## Task prompt
Copy out the entries exactly, and wherever a picture appears, leave it out.

[Collected data]
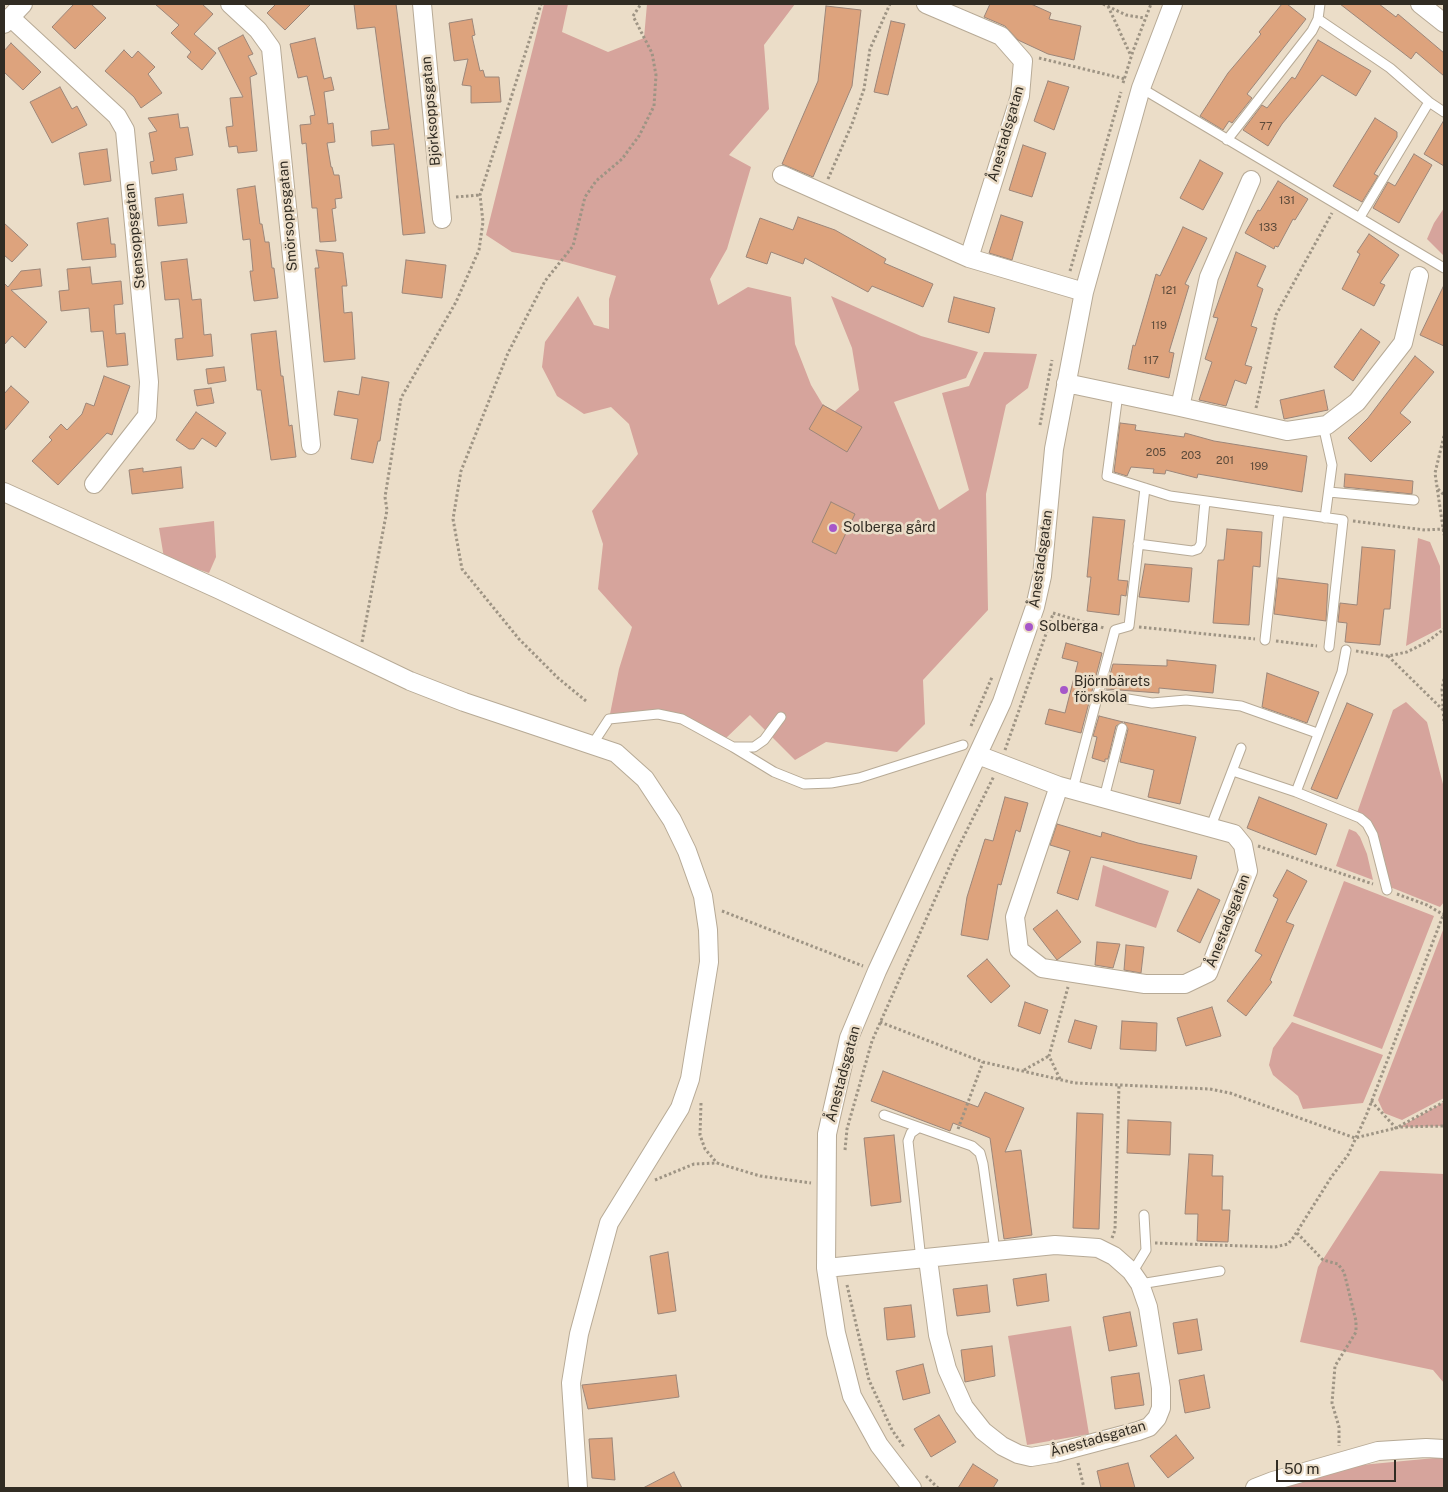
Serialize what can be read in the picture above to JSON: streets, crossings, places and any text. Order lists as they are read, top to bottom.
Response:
{
  "streets": {
    "street": [
      "Björksoppsgatan",
      "Ånestadsgatan",
      "Smörsoppsgatan",
      "Stensoppsgatan"
    ]
  },
  "places": ["Solberga gård", "Solberga", "Björnbärets förskola"],
  "house_numbers": [
    "77",
    "131",
    "133",
    "121",
    "119",
    "117",
    "205",
    "203",
    "201",
    "199"
  ],
  "scale_bar": "50 m"
}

## Solution to this task
Serialize what can be read in the picture above to JSON: streets, crossings, places and any text. Order lists as they are read, top to bottom.
Response:
{
  "streets": {
    "street": [
      "Björksoppsgatan",
      "Ånestadsgatan",
      "Smörsoppsgatan",
      "Stensoppsgatan"
    ]
  },
  "places": ["Solberga gård", "Solberga", "Björnbärets förskola"],
  "house_numbers": [
    "77",
    "131",
    "133",
    "121",
    "119",
    "117",
    "205",
    "203",
    "201",
    "199"
  ],
  "scale_bar": "50 m"
}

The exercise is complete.